◆ **What you will do**
Filter the entries that follow, copying every line in which the word "evenodd" appears.

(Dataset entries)

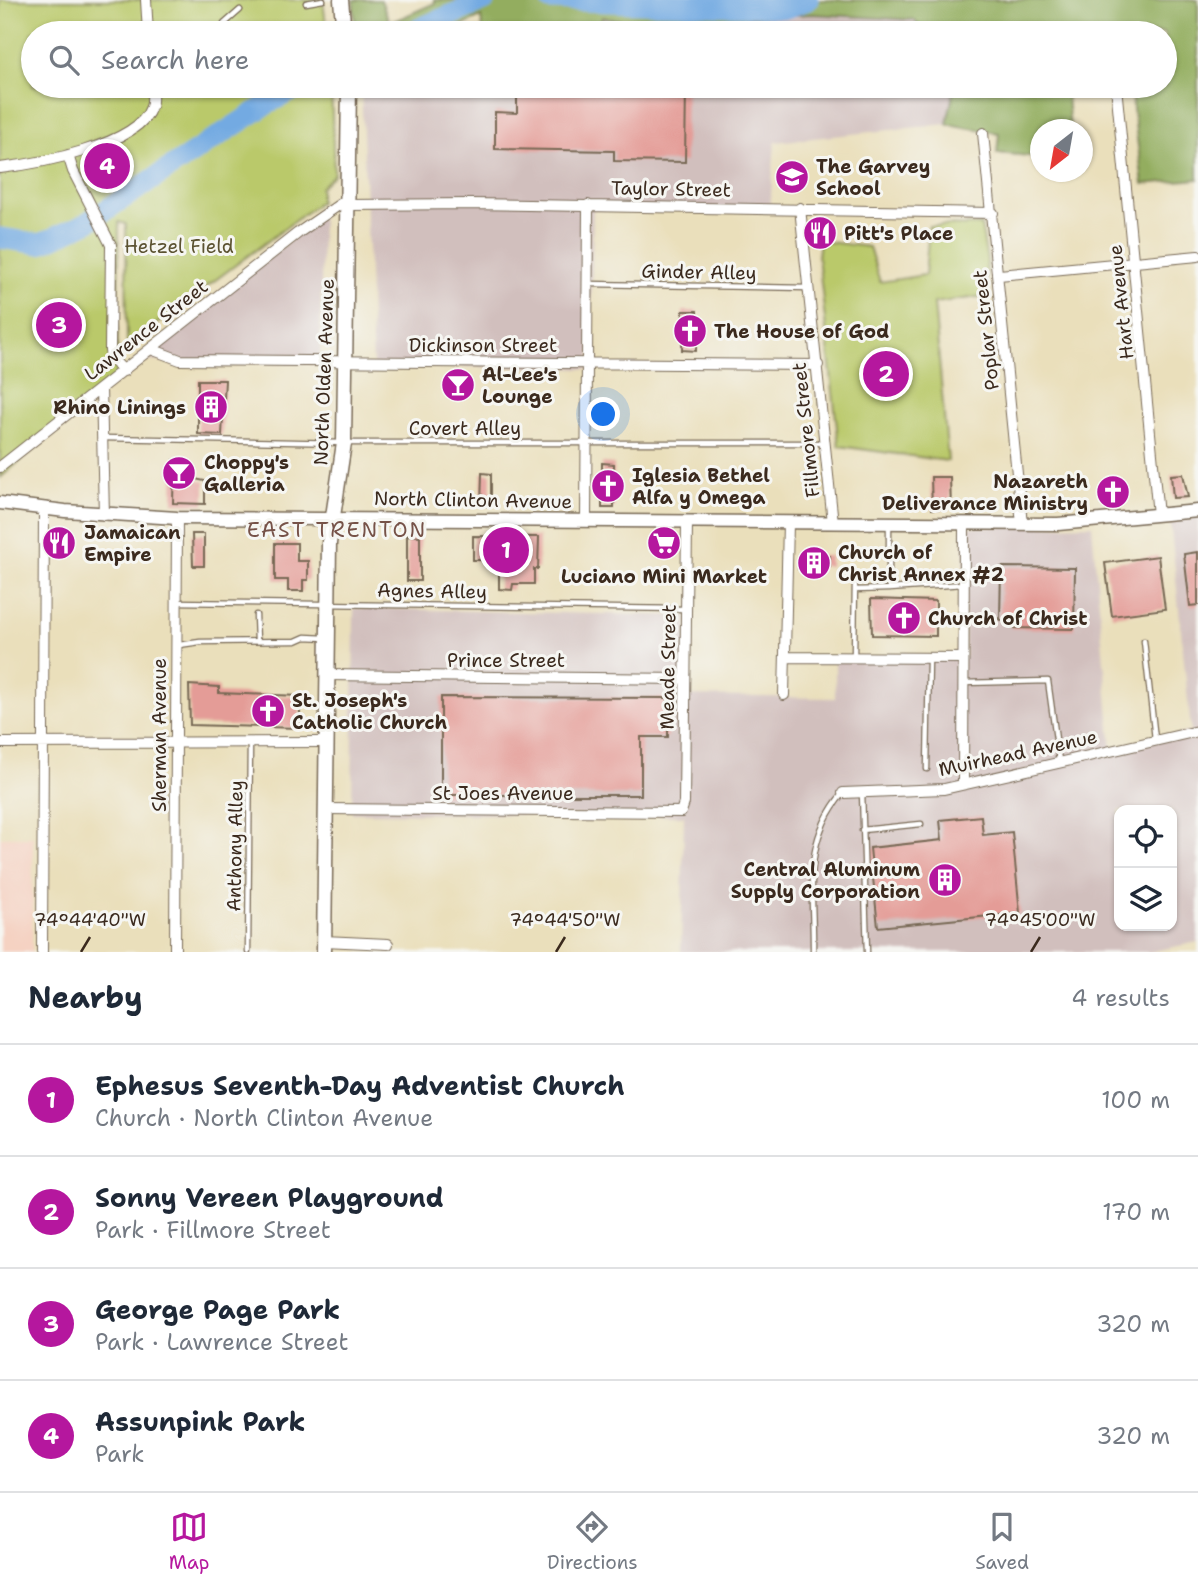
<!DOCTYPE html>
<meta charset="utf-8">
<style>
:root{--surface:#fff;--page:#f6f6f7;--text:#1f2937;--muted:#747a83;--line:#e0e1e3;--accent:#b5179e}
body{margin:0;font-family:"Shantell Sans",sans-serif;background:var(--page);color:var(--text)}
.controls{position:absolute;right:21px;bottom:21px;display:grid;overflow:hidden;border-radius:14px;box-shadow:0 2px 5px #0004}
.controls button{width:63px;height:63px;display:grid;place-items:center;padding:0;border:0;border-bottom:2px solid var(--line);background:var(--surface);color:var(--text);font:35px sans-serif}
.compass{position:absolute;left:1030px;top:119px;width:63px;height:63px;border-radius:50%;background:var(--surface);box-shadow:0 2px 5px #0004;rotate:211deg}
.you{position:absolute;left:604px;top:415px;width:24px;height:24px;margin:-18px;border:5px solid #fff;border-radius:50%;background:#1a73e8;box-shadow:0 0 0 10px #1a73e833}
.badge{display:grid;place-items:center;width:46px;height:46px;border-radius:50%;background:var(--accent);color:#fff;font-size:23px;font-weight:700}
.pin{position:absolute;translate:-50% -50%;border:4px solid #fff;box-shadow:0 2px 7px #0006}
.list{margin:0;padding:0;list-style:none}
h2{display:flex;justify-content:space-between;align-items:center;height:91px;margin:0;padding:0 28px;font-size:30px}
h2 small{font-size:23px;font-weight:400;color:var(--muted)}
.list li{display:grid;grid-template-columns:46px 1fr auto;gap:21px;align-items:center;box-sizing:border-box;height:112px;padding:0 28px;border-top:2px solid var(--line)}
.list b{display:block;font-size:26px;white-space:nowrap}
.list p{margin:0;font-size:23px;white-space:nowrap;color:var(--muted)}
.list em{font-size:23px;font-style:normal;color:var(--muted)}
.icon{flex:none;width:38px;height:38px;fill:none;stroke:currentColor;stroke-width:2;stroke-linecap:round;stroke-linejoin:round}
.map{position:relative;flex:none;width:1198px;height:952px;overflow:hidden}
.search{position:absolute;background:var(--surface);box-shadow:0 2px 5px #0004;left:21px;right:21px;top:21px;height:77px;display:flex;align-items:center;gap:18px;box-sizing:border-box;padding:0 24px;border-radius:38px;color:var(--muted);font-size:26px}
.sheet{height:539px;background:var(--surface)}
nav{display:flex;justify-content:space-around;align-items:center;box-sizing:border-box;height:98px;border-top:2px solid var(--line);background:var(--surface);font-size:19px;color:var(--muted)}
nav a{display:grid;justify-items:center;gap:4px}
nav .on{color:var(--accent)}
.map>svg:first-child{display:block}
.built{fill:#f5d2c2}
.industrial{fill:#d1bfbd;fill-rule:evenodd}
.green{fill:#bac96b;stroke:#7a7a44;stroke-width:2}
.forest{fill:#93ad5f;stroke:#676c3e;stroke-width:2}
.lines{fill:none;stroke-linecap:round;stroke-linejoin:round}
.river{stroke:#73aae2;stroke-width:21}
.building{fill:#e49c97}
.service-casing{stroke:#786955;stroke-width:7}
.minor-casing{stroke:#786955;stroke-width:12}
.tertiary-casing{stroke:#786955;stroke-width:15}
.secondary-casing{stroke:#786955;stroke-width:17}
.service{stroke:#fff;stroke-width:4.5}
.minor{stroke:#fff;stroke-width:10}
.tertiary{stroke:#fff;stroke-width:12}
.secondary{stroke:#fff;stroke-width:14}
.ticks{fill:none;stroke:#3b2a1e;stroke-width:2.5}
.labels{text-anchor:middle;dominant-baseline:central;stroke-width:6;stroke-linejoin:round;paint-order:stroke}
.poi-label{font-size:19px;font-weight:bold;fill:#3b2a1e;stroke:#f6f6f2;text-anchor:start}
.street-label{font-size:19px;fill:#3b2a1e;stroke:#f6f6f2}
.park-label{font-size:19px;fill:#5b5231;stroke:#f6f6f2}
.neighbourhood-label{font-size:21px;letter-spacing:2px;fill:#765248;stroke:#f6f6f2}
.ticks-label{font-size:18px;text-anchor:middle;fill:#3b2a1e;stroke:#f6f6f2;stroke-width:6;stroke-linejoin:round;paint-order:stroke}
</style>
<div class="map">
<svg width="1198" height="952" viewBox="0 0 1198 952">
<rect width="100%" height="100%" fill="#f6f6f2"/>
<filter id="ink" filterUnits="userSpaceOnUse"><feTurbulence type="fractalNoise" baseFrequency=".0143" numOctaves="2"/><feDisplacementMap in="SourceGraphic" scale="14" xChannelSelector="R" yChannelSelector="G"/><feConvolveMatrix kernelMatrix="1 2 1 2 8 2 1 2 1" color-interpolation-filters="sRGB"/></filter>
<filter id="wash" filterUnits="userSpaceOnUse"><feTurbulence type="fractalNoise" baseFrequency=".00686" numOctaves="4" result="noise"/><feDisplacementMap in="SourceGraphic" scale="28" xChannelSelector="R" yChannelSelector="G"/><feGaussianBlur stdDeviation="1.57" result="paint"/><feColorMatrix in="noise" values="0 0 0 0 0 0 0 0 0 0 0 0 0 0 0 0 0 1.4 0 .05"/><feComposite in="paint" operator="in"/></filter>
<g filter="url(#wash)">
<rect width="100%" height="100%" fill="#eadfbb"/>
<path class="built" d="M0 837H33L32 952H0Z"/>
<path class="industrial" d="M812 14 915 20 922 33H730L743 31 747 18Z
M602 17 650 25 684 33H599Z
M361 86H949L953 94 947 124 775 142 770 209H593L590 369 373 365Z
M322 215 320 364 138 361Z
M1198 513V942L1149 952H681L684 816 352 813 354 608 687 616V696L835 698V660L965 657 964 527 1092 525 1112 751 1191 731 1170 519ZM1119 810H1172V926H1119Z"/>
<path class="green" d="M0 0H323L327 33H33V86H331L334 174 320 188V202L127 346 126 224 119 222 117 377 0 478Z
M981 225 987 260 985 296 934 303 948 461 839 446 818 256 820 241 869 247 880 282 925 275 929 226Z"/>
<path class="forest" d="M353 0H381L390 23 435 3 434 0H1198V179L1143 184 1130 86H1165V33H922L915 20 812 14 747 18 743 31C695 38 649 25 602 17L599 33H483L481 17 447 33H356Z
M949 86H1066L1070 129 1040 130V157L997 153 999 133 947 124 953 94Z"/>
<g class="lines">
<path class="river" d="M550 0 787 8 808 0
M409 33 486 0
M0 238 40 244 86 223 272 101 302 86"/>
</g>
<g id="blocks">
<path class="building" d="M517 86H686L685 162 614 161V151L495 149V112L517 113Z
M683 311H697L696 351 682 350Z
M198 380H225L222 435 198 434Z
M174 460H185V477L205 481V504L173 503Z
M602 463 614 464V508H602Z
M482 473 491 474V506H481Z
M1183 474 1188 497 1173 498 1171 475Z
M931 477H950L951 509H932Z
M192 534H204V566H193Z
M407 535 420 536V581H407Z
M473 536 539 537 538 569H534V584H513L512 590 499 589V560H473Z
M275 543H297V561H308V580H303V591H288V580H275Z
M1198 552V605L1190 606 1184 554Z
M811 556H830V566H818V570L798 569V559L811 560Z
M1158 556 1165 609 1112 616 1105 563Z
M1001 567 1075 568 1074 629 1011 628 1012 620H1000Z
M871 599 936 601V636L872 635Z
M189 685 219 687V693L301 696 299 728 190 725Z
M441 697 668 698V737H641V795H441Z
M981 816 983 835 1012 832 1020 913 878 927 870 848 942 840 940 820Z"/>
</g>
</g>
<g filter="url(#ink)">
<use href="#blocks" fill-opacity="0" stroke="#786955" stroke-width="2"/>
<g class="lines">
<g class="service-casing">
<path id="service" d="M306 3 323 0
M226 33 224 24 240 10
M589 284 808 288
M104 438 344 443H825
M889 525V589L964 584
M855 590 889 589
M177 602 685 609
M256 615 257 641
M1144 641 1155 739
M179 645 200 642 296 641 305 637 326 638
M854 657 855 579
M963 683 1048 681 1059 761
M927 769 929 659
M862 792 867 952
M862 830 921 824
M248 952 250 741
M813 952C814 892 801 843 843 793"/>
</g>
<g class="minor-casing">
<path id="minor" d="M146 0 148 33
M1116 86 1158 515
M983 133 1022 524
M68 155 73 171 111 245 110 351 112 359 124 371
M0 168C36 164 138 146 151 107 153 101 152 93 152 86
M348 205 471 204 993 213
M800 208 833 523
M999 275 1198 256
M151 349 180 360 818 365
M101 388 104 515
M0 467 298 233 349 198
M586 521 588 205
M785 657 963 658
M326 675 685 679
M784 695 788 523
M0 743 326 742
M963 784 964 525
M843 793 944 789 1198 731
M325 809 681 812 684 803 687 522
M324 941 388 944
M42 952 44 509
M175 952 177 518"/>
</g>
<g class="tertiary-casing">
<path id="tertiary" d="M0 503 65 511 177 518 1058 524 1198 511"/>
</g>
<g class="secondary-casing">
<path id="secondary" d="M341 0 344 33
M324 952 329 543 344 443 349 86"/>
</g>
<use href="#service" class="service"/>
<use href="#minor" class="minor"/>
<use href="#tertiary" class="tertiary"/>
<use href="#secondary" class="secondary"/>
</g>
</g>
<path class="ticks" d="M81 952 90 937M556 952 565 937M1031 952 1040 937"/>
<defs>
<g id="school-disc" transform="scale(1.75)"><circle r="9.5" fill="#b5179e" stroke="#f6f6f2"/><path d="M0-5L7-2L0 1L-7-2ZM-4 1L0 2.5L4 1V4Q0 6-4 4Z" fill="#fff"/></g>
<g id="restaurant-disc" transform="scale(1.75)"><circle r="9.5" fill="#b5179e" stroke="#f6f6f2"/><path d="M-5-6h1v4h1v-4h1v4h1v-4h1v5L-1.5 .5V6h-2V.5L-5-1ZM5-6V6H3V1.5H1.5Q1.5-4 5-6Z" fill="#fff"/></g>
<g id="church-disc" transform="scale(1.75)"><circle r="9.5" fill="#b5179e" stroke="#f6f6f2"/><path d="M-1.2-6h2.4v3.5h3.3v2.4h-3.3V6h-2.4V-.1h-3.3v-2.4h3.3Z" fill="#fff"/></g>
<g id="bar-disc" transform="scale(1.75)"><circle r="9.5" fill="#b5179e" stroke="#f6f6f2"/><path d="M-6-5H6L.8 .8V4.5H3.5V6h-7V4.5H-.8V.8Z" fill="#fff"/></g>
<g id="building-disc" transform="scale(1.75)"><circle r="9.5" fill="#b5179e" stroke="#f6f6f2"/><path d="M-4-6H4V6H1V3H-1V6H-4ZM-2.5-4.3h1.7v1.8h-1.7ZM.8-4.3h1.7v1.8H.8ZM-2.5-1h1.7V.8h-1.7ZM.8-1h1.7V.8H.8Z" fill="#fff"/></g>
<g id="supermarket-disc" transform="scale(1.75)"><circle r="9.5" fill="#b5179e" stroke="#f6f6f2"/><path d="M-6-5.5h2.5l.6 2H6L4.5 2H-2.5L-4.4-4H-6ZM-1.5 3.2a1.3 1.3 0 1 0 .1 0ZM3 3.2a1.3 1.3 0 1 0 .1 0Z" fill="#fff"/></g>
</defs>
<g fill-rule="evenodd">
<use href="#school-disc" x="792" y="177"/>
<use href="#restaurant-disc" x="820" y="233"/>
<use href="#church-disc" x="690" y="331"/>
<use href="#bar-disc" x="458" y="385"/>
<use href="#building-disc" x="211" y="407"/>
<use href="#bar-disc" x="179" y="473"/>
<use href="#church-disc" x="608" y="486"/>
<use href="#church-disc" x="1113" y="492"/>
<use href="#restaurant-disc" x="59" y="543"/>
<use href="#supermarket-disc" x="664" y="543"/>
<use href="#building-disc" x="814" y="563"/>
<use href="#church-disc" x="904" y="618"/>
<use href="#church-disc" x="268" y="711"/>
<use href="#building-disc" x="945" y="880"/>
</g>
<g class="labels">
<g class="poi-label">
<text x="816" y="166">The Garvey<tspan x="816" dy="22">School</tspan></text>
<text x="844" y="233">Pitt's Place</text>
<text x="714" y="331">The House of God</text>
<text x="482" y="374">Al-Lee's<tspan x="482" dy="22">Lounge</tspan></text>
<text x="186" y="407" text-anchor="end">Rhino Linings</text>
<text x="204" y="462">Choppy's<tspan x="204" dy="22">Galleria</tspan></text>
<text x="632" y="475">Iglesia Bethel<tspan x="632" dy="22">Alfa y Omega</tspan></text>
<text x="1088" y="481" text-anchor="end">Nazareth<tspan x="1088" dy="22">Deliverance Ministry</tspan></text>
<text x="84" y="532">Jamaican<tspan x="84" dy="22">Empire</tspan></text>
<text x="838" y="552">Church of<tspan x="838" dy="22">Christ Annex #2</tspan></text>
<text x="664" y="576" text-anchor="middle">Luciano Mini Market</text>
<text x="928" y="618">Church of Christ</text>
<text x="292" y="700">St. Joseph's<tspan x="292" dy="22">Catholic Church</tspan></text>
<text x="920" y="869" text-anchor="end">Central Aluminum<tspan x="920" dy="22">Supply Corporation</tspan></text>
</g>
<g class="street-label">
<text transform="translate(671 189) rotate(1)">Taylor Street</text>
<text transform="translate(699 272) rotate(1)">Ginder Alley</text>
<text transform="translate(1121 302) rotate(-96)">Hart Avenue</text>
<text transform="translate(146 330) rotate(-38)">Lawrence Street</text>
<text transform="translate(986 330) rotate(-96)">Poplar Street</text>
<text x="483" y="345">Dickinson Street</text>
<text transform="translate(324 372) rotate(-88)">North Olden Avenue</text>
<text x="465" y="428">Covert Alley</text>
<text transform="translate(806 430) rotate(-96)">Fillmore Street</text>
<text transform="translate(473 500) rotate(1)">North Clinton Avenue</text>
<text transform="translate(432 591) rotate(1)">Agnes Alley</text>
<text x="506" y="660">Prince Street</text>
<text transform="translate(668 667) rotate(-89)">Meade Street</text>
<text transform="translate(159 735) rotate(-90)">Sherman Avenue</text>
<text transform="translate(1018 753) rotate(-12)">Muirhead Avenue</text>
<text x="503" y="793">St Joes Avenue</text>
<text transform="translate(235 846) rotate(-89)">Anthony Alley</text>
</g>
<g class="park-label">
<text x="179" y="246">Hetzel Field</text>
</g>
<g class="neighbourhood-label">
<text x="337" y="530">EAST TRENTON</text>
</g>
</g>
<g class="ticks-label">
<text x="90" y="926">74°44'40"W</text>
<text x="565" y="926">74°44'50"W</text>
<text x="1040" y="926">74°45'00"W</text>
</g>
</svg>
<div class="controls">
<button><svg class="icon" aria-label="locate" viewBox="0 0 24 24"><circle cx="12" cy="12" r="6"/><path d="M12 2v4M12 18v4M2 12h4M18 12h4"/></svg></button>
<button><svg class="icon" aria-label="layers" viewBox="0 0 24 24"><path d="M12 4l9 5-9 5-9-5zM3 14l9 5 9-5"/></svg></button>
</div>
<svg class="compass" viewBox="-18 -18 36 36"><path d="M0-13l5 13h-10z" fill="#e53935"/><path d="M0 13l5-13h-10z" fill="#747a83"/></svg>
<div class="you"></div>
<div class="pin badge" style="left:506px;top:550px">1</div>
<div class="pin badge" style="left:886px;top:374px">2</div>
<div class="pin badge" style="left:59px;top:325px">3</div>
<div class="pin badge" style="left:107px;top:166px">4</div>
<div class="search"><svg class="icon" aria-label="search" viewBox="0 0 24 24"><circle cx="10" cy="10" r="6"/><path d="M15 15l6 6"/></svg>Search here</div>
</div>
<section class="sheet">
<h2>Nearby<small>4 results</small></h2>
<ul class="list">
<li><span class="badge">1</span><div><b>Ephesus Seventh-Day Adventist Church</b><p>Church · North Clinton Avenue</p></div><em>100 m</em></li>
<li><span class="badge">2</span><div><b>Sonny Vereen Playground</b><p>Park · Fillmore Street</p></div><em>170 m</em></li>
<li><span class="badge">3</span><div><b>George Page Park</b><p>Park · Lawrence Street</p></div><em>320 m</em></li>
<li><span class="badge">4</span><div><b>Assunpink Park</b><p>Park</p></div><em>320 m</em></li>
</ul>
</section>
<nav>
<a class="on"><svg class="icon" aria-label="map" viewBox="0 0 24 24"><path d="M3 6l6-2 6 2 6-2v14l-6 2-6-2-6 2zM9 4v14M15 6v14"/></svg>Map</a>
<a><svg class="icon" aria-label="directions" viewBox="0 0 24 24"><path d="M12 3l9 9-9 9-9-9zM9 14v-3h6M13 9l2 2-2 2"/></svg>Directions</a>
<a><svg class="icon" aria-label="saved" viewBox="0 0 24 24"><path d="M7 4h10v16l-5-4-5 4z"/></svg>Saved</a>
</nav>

◆ **Solution for this exercise**
.industrial{fill:#d1bfbd;fill-rule:evenodd}
<g fill-rule="evenodd">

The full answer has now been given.